Your task: Tell how many lines in the following entries include the word "lists", giving the figure alone.

Recorded information:
***

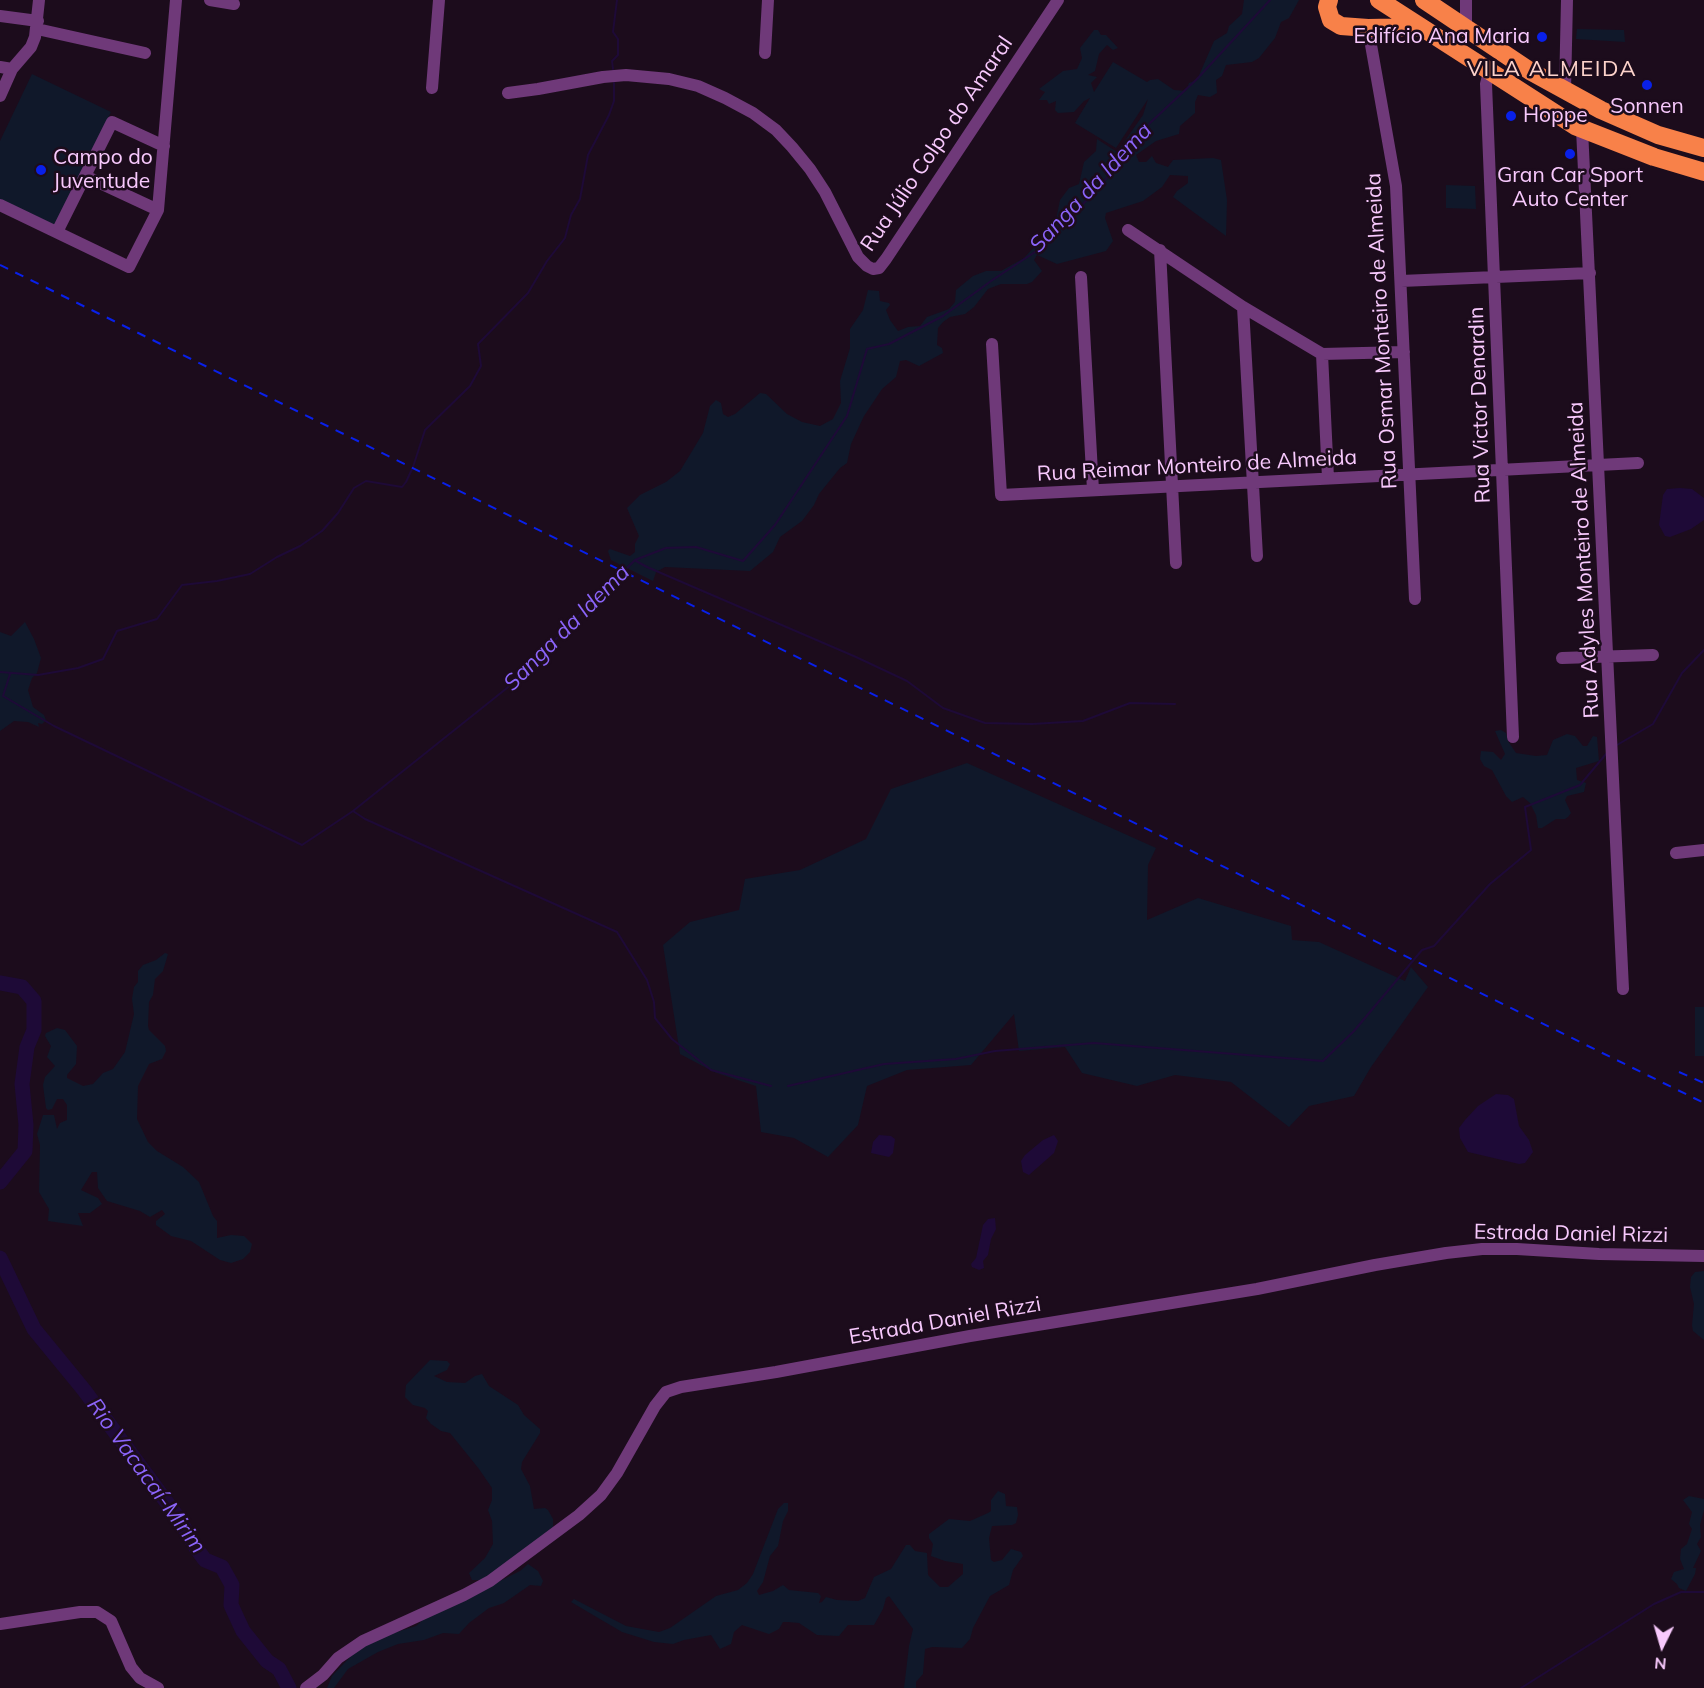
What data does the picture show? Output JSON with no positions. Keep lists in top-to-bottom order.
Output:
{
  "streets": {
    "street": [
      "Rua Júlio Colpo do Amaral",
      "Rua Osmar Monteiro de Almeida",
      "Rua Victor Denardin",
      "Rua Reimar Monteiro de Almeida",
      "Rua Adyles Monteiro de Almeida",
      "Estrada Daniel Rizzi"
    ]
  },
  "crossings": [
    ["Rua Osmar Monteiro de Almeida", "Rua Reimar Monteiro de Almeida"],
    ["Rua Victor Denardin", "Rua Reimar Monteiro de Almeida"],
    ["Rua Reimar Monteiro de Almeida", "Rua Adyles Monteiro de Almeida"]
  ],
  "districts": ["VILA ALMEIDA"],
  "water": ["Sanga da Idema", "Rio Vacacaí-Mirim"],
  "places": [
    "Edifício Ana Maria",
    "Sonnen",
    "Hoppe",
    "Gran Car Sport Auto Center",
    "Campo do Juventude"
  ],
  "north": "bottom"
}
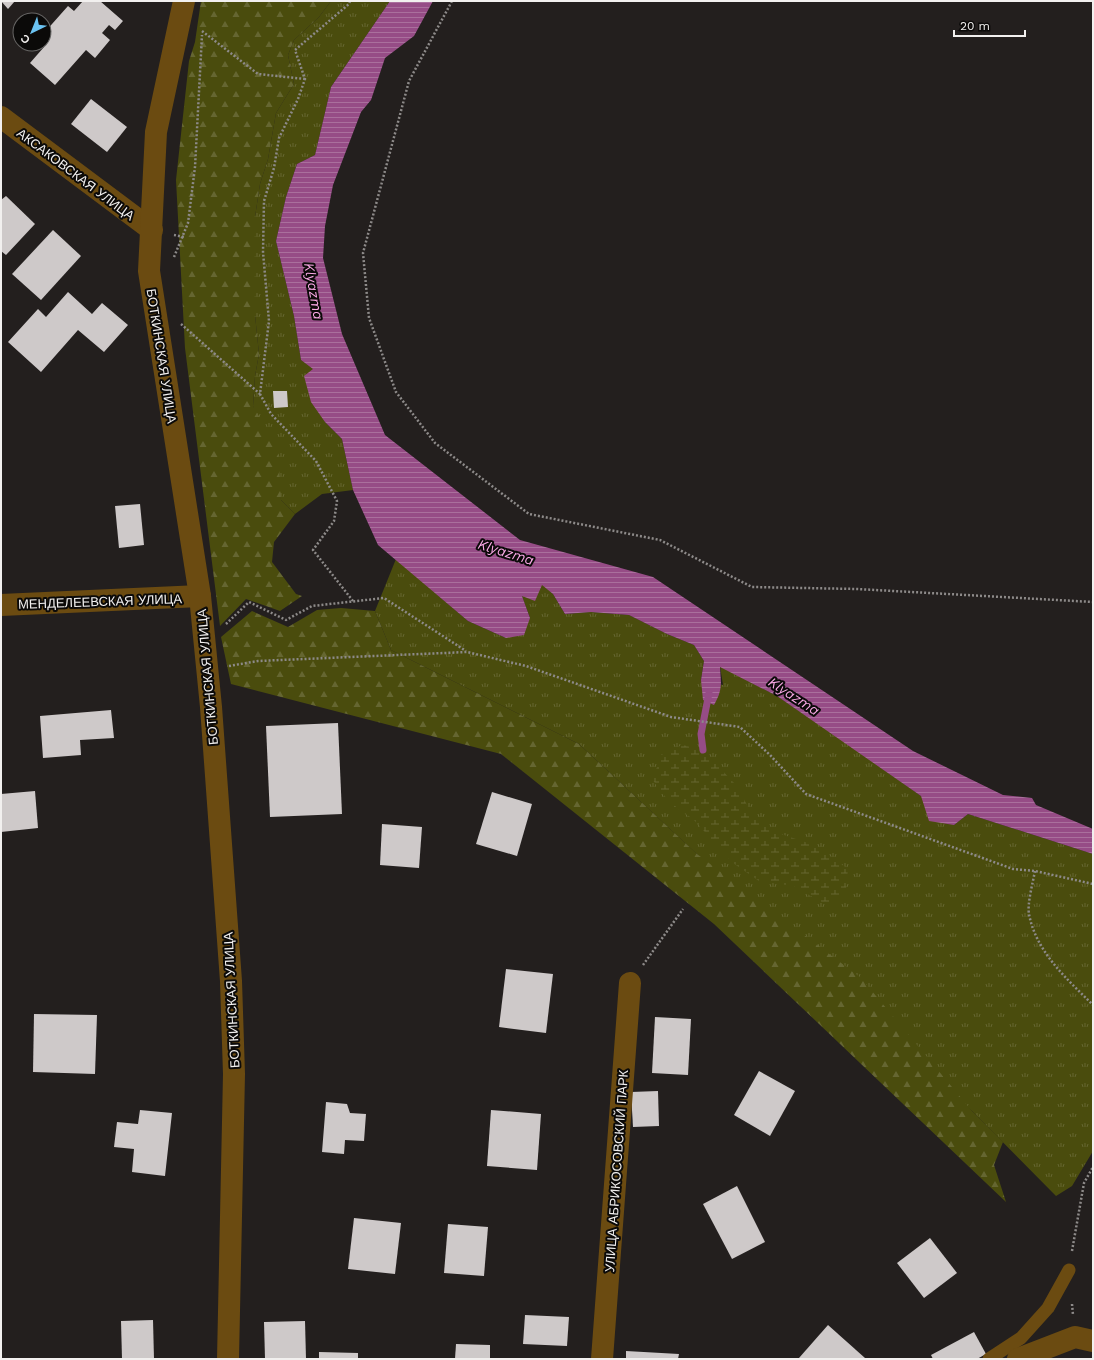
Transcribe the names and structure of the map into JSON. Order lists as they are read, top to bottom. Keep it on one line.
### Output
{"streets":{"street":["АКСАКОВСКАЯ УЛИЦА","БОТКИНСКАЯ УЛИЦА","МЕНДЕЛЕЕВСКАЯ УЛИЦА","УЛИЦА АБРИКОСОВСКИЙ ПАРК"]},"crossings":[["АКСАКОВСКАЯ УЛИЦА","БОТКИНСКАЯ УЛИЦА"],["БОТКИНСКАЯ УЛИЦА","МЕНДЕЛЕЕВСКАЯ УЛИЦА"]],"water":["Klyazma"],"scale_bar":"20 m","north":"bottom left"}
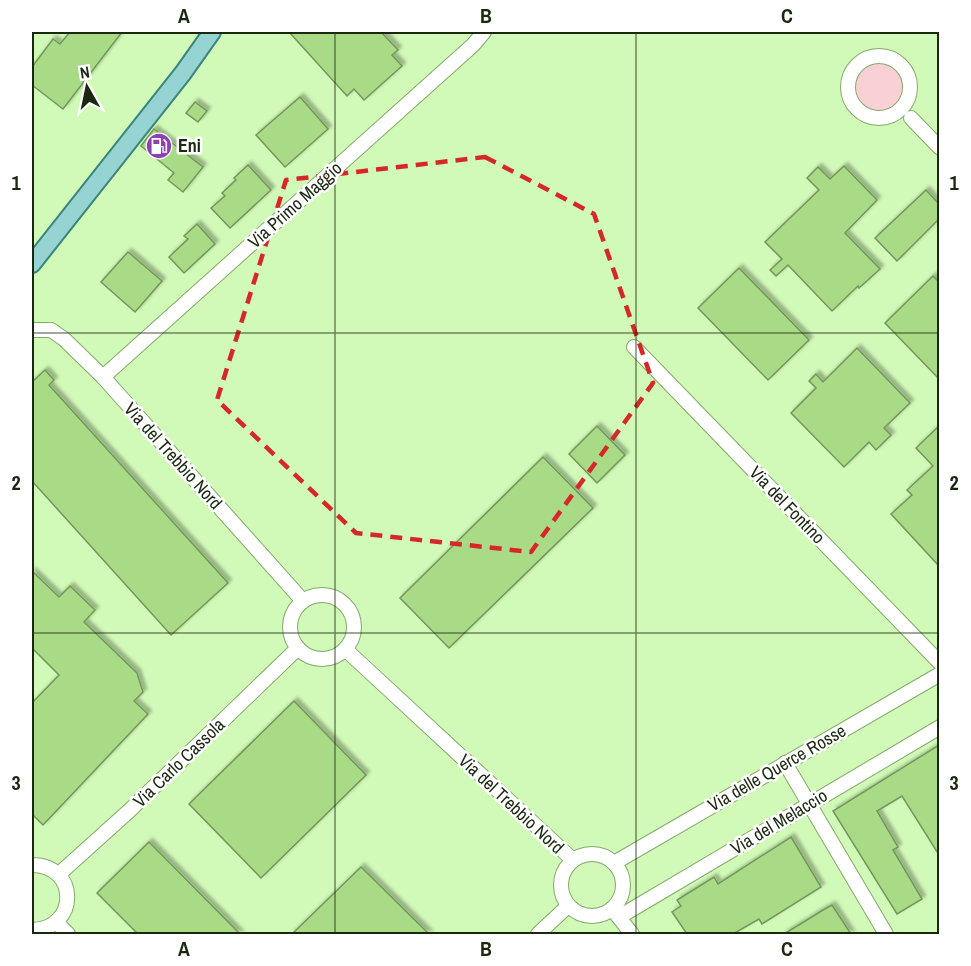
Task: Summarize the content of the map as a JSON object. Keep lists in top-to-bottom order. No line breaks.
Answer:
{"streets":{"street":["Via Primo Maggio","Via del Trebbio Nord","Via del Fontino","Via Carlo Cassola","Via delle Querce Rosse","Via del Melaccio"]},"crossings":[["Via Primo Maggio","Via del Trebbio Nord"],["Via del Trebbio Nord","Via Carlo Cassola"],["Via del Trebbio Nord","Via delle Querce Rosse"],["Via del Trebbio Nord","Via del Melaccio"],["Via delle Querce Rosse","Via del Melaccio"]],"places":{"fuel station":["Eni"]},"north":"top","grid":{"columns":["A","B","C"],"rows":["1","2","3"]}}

***

Your solution: 3